In many of the poems in The Year’s Afternoon, Douglas Dunn movingly bares, and bears, the burdens, along with the occasional blessings, of advancing years: ‘My empty shoes at the bedside will say to me, / ‘When are we taking you back? Why be patient? / You have much more, so much more, to lose’.’
In ‘Blues for the New Year’, a poem representative of those collected in Boss Cupid, Thom Gunn also seems to be just ever so slightly reconciled to growing a little older: ‘I’m sixty-seven, / and have high blood pressure, / and probably shouldn’t / be doing speed at all.’
The speakers of many of the poems in Alan Jenkins’s The Drift are engaged with what W. B. Yeats described as the only two fit subjects – sex and the dead – and exhibit a finely tuned combination of resolution and self-reproach, as in ‘House-Clearing’: ‘though she blah’d and blathered / with the neighbours endlessly about my books, / has she opened those since – when? Since she was moved to tears / by how unhappy all my poems made me sound?’

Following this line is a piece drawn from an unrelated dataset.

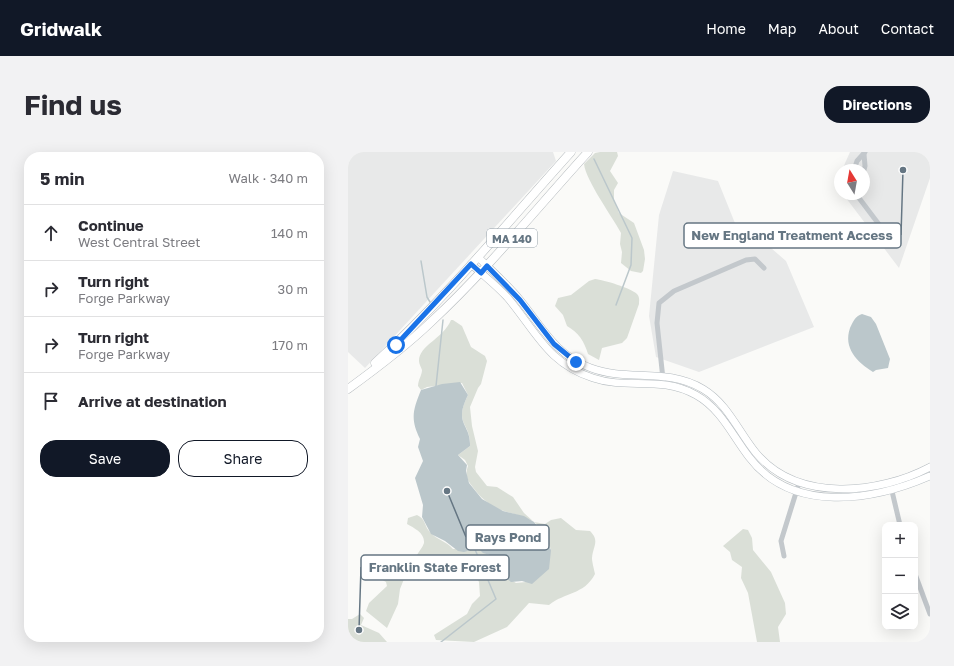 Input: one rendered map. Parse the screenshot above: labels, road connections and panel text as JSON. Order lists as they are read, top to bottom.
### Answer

With The Weather in Japan, Michael Longley gives us poems at once delicate and depth-charged: ‘It was against the law for Jews to buy asparagus. / Only Aryan piss was allowed that whiff of compost. / I bring you a bunch held together with elastic bands. / Let us prepare melted butter, shavings of parmesan, / And make a meal out of the mouthwatering fasces.’

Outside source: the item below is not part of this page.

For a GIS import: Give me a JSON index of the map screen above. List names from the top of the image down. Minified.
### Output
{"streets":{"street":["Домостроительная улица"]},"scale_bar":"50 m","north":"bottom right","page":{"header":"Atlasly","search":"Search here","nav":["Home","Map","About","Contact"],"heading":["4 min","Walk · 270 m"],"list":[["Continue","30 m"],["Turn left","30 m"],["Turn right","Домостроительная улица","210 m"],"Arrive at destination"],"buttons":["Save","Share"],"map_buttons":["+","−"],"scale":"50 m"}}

Roddy Lumsden’s The Book of Love couples great linguistic high jinks with a good old-fashioned sense of humour: ‘Such things occur: I am driving back to Dunbar / when Shelley strips naked in the passenger seat / to show me the Celtic serpent tattoo / which twists all over the pale force of her body, / the forked tongue flicking the down of her belly. / You must put your faith in something, she says.’
What Anne Stevenson puts her faith in, here in Granny Scarecrow as in her previous collections, is closely observed detail followed by closely observed detail, often shot through with a great sense of absence: ‘Habits the hands have, reaching for this and that, / (tea kettle, orange squeezer, milk jug, / frying pan, sugar jar, coffee mug) / manipulate, or make, a habitat / become a genii loci, working on / quietly in the house when you’ve gone.’
That preoccupation with some missing detail is also at the heart of Derek Walcott’s Tiepolo’s Hound – that detail being ‘a slash of pink’, remembered or imagined, ‘on the inner thigh / of a white hound’ which prompts this wonderfully lush and leisurely long poem.
And the winner of the T. S. Eliot Prize for the best book of poems published in the United Kingdom and Ireland in the year 2000 is Michael Longley’s The Weather in Japan.
This speech was given at the T. S. Eliot Prize 2000 award ceremony at Lancaster House, London, on 22 January 2001.